* What is expected *
Your task is to count the lines of the records that contain "xChannelSelector". Answer with the number and nothing else.

* Dataset entries *
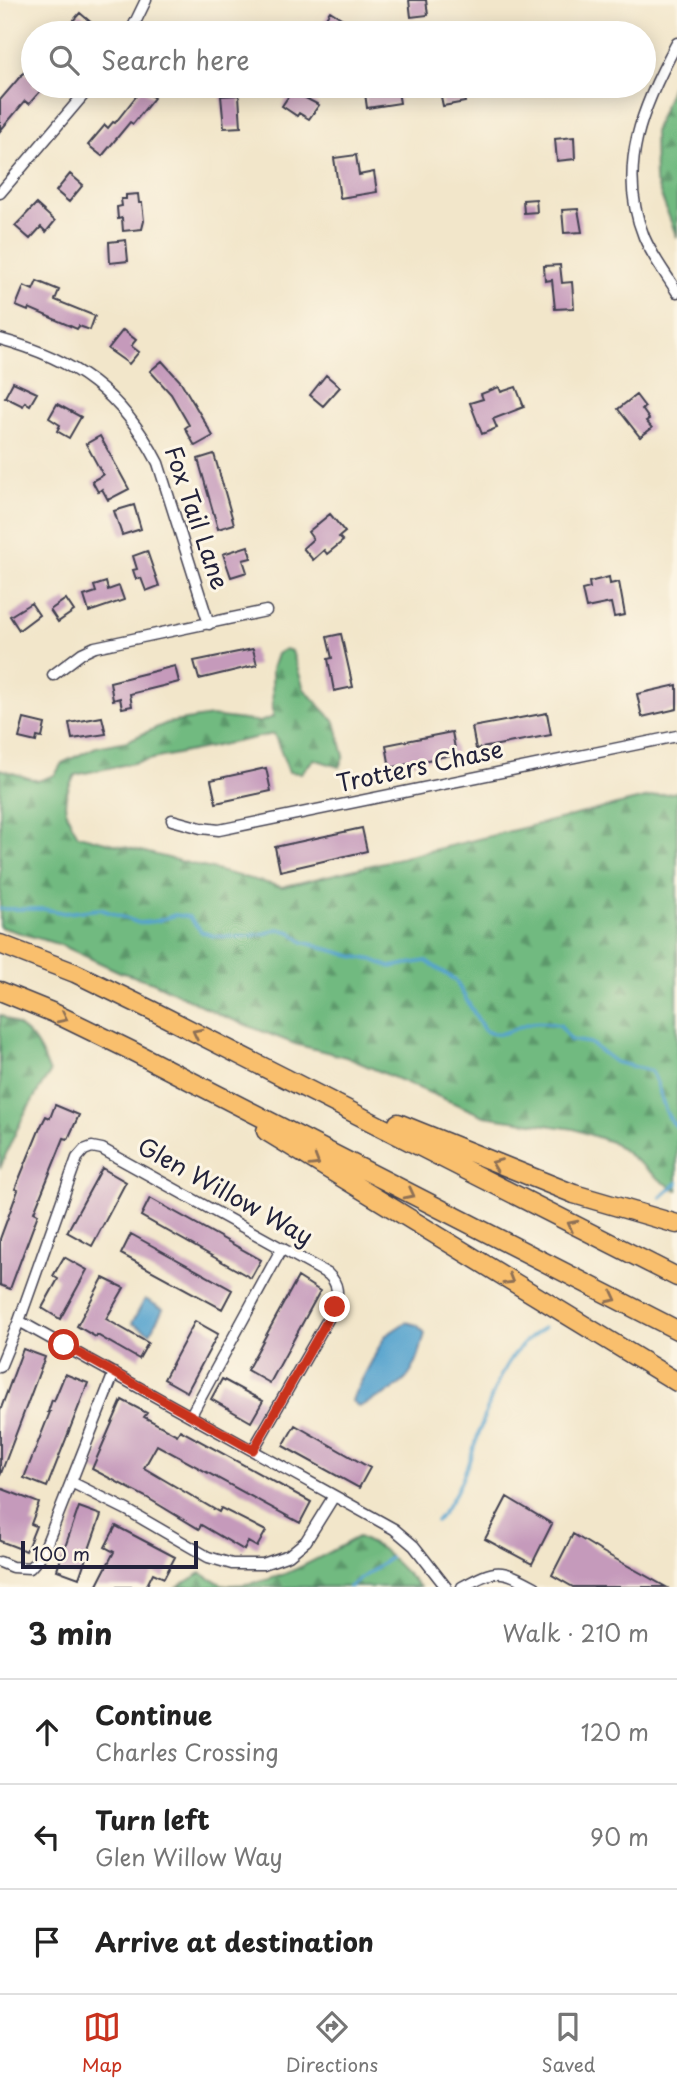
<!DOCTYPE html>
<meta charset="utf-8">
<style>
body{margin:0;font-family:"Playpen Sans",sans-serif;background:#f6f6f6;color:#222}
.scale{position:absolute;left:21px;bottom:18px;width:177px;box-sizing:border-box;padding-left:7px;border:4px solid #22223b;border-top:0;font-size:19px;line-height:24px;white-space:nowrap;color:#22223b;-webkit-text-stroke:5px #fcf5e5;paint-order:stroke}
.stop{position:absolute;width:21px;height:21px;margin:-16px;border:5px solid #c8321e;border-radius:50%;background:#fff}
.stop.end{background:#c8321e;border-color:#fff;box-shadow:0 2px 7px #0008}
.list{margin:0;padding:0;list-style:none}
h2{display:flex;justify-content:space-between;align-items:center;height:91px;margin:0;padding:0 28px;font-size:30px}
h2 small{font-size:23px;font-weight:400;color:#767676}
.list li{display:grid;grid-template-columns:46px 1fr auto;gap:21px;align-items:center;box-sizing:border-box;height:105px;padding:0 28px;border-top:2px solid #e0e0e0}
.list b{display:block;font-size:26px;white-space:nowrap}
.list p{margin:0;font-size:23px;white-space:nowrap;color:#767676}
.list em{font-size:23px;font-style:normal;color:#767676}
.icon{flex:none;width:38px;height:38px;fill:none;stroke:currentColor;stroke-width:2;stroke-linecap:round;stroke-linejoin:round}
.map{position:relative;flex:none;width:677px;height:1587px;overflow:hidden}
.search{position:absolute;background:#fff;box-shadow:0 4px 18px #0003;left:21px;right:21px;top:21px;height:77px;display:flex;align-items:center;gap:18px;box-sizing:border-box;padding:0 24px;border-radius:38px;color:#767676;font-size:26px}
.sheet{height:406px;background:#fff}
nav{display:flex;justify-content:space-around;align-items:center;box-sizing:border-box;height:98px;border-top:2px solid #e0e0e0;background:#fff;font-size:19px;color:#767676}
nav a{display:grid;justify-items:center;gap:4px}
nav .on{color:#c8321e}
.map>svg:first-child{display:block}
</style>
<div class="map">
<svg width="677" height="1587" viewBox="0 0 677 1587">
<defs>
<pattern id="forest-firs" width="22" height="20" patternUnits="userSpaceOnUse" patternTransform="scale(1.75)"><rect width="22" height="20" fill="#71ba80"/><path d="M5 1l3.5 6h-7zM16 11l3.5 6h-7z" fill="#5c976a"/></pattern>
</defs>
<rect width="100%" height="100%" fill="#fcf5e5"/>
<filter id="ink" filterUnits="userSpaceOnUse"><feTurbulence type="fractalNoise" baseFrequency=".0143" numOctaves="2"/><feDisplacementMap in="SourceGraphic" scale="14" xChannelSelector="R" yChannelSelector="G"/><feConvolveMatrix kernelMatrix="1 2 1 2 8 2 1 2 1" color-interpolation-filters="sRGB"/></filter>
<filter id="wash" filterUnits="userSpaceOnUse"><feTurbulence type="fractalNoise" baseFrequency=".00686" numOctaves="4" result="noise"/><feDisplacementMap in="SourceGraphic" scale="28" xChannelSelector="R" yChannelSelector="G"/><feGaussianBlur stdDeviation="1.57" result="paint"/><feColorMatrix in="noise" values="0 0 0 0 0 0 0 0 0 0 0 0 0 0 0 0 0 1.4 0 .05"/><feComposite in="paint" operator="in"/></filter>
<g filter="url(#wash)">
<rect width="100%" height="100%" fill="#f2e6ca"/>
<!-- forest -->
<path fill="url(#forest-firs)" stroke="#4a6e5e" stroke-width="2" d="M677,73V238L655,179L654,132Z
M285,649L292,651L304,689L335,722L344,756L339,767L314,759L301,773L289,772L274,734L75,775C60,801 63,810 78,835L282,887L645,798L677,792V1190L663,1182L614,1143L574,1129L484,1116L346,1057L295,1044L223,1016L153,982L120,972L61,945L0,927V769L38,781L55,775L62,763L73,758L96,747L127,741L167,723L211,716L260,722L273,717L272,669L277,654Z
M0,1015C30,1030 38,1042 50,1073C29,1103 13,1135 0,1169Z
M358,1537L382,1549L420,1587H177L201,1573C208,1577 217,1584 226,1585C275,1587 317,1558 358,1537Z"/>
<!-- water -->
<path fill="#55a3ce" stroke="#3c6284" stroke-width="2" d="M145,1299L163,1309L150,1333L132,1323Z
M406,1322L417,1325L425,1333C413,1383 404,1385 359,1407L352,1401L355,1393L385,1336Z"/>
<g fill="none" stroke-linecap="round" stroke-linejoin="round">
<!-- stream -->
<path stroke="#55a3ce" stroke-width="3.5" d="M0,909H44L65,913L100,909L139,923L157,921L175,915L189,917L202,932L214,936L237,937L264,934L278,929L291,932L303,942L352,956L373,960L390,967L426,961L455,980L484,1030C502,1041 514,1026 532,1023C541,1021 551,1024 560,1025L570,1040L590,1043L615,1062L651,1071C662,1087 661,1114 677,1127
M661,1197L677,1183
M436,1521C485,1468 478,1365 544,1328
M349,1587L390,1558"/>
</g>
<g id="blocks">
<!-- building -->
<path fill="#c59abb" d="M409,0H426L428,15L411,17Z
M330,11L346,21L339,33H316Z
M80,13L93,24L85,33H62Z
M24,72L33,79V86H45L29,104L25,101L0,131V100Z
M364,86H397L400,103L367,108Z
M445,86H490V90L464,95L465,102L443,106L439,87Z
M142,89L154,98L133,124L130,122L102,156L88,145L105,125L108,128L113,122L115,123Z
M292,91L319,105L309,119L299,113L297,116L282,106Z
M239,95L241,127L224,128L221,96Z
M574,137L575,159L557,161L555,139Z
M356,155L359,175L374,172L377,192L340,198L334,158Z
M70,174L83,185L69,202L56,191Z
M138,194L139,203H142L144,221L142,229L123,231L122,218L118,219L117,207L122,206L121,199H126V195Z
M536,199L537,212L524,213L523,200Z
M36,204L55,221L46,232L41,227L30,239L15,226Z
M578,209L582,232L564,233L562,210Z
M126,240L128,261L110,263L109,242Z
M560,265L562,283L572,282L574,308L555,309L552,280L545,281L544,266Z
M37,281L59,290L55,300L95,316L90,330L79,326L77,329L29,308L28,311L16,306L24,286L33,290Z
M123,330L136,340L131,346L139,352L129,364L108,349Z
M162,361L181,382L213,436L195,446L185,428L189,425L171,394L150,371Z
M326,375L340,387L323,406L310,395Z
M13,382L37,393L30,405L25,402L23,406L5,397Z
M499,387L501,392L516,387L524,407L493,419L497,428L482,434L470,403L483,399L481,394Z
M636,395L645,407L642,409L649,419L646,421L652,428L640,437L618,409Z
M57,404L81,417L69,438L57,431L60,425L49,418Z
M100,436L129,489L108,500L102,489L98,492L92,481L103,475L86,444Z
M214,454L234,524L218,529L198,459Z
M134,505L141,529L122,535L114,511Z
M330,514L345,532L339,537L343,541L327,554L324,550L313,560L303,548L313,539L308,532Z
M248,546L251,558L243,560L247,572L231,577L223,554Z
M147,551L159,586L146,591L141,578L136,579L133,570L137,569L133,556Z
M609,577L610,584L619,582L625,615L614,617L611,603L586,608L582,590L590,588L589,582Z
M106,582L108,590L119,586L124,600L89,612L84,596L96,592L94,586Z
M66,599L74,611L58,622L50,610Z
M31,603L39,615L19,630L10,616Z
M341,634L353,687L334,691L328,659L332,658L327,637Z
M253,649L257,665L199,679L194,661Z
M175,666L179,682L130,694L132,706L122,708L120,698L113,700L110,682Z
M677,685V709L642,717L637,694Z
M547,713L551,735L476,749L472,727Z
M102,717L106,734L72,739L69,723Z
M24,719L45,724L42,738L37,737L36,742L19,738Z
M452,732L456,754L390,768L386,745Z
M266,768L271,791L216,803L211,780Z
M362,828L367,851L280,871L275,847Z
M55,1105L79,1115L68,1139L64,1138L34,1212L38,1214L10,1289L0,1285V1239L18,1190L15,1189L40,1128L46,1116L50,1118Z
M102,1168L126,1182L92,1246L67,1232Z
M150,1198L261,1260L251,1278L141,1216Z
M131,1234L232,1290L222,1309L121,1254Z
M64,1257L87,1270L60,1319L42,1308L58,1279L53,1276Z
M298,1277L320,1291L270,1383L247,1370Z
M103,1278L124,1288L106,1319L148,1343L139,1359L97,1335L96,1337L77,1326Z
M195,1321L218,1334L187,1392L164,1379Z
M23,1349L45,1357L0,1476V1411Z
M65,1374L88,1383L47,1487L24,1478L50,1412H48L52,1400L54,1401Z
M222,1379L263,1401L251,1422L211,1399Z
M122,1400L147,1413L144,1417L177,1435L180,1430L311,1502L300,1523L157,1445L144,1468L219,1512L221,1508L266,1531L257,1547L248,1542L244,1550L201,1525L199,1529L146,1497L92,1469Z
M295,1425L370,1468L359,1488L283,1446Z
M0,1488L39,1503L31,1524L36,1526L26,1551L0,1541Z
M507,1497L552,1524L532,1564L485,1539Z
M79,1507L101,1515L79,1578L57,1570Z
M116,1526L175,1557L164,1578L153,1573L146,1587H96L114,1552L105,1547Z
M573,1534L601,1551L666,1587H573L552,1575Z"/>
</g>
</g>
<g filter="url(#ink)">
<use href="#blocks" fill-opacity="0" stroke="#413f50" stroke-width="2"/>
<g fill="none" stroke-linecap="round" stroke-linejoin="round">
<!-- street casing -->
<g stroke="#413f50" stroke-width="13">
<path id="street" d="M130,33L146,0
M677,43C643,105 616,167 644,237C652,256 666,274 677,292
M0,193L91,86
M0,339C75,359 122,393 158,463L209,624
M53,675L82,653L95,647L266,611
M172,820L201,828L219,830L677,736
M19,1321L77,1158L84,1150L92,1147L102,1149L328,1274C339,1284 338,1294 335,1307L253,1450
M0,1367L19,1321L394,1529L414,1546L446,1587
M191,1415L282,1248
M71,1482L127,1510L208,1557L232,1564H263L289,1555L306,1541L334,1496
M0,1562L12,1567L30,1568L43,1553L114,1373
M462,1587C497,1568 500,1568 535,1587"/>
</g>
<!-- highway casing -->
<g stroke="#413f50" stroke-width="21">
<path id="highway" d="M0,944L75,973L153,1011L677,1277
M0,991L54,1013L130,1050L677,1330
M398,1123L574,1194L677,1224
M266,1131L677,1382"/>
</g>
<!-- street -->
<use href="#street" stroke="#fff" stroke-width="10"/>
<!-- highway -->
<use href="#highway" stroke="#f9bf6d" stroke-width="18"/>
</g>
<!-- one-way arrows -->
<defs><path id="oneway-chevron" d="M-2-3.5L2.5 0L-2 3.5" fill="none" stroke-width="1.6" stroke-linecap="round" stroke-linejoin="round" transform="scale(1.75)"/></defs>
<g stroke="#8e7054">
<use href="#oneway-chevron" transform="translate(63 1018) rotate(26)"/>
<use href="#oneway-chevron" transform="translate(197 1033) rotate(-153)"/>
<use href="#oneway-chevron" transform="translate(315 1162) rotate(31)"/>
<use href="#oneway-chevron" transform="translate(496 1164) rotate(-158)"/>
<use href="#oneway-chevron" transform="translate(410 1194) rotate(27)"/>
<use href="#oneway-chevron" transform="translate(572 1225) rotate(-153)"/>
<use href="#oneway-chevron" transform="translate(509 1280) rotate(31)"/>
<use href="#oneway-chevron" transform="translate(612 1298) rotate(27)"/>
</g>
</g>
<g fill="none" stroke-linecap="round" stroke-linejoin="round" filter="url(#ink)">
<!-- route -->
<path stroke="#c8321e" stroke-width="9" d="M64,1345L253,1450L335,1307"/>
</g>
<g text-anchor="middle" stroke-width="6" stroke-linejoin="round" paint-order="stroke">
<!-- street labels -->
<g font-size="24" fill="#22223b" stroke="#fcf5e5">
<text transform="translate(196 518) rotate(71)" y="8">Fox Tail Lane</text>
<text transform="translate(420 767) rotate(-12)" y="8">Trotters Chase</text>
<text transform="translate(225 1192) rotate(29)" y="8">Glen Willow Way</text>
</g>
</g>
</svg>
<div class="scale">100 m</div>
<div class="stop" style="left:64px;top:1345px"></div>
<div class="stop end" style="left:335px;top:1307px"></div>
<div class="search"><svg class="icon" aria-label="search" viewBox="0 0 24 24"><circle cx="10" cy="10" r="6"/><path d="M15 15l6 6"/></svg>Search here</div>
</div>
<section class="sheet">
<h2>3 min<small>Walk · 210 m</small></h2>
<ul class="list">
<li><svg class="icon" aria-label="ahead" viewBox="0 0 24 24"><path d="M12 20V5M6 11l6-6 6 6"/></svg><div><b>Continue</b><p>Charles Crossing</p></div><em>120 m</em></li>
<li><svg class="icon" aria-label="left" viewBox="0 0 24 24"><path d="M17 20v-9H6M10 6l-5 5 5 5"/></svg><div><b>Turn left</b><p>Glen Willow Way</p></div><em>90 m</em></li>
<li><svg class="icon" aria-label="arrive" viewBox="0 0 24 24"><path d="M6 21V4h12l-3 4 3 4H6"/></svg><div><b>Arrive at destination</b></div></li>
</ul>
</section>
<nav>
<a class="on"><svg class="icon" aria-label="map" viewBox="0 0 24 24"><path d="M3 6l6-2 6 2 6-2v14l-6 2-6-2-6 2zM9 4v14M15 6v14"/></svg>Map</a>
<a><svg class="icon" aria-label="directions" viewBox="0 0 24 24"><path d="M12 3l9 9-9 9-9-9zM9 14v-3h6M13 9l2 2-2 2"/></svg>Directions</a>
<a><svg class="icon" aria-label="saved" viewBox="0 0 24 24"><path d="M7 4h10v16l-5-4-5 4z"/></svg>Saved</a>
</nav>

* Answer section *
2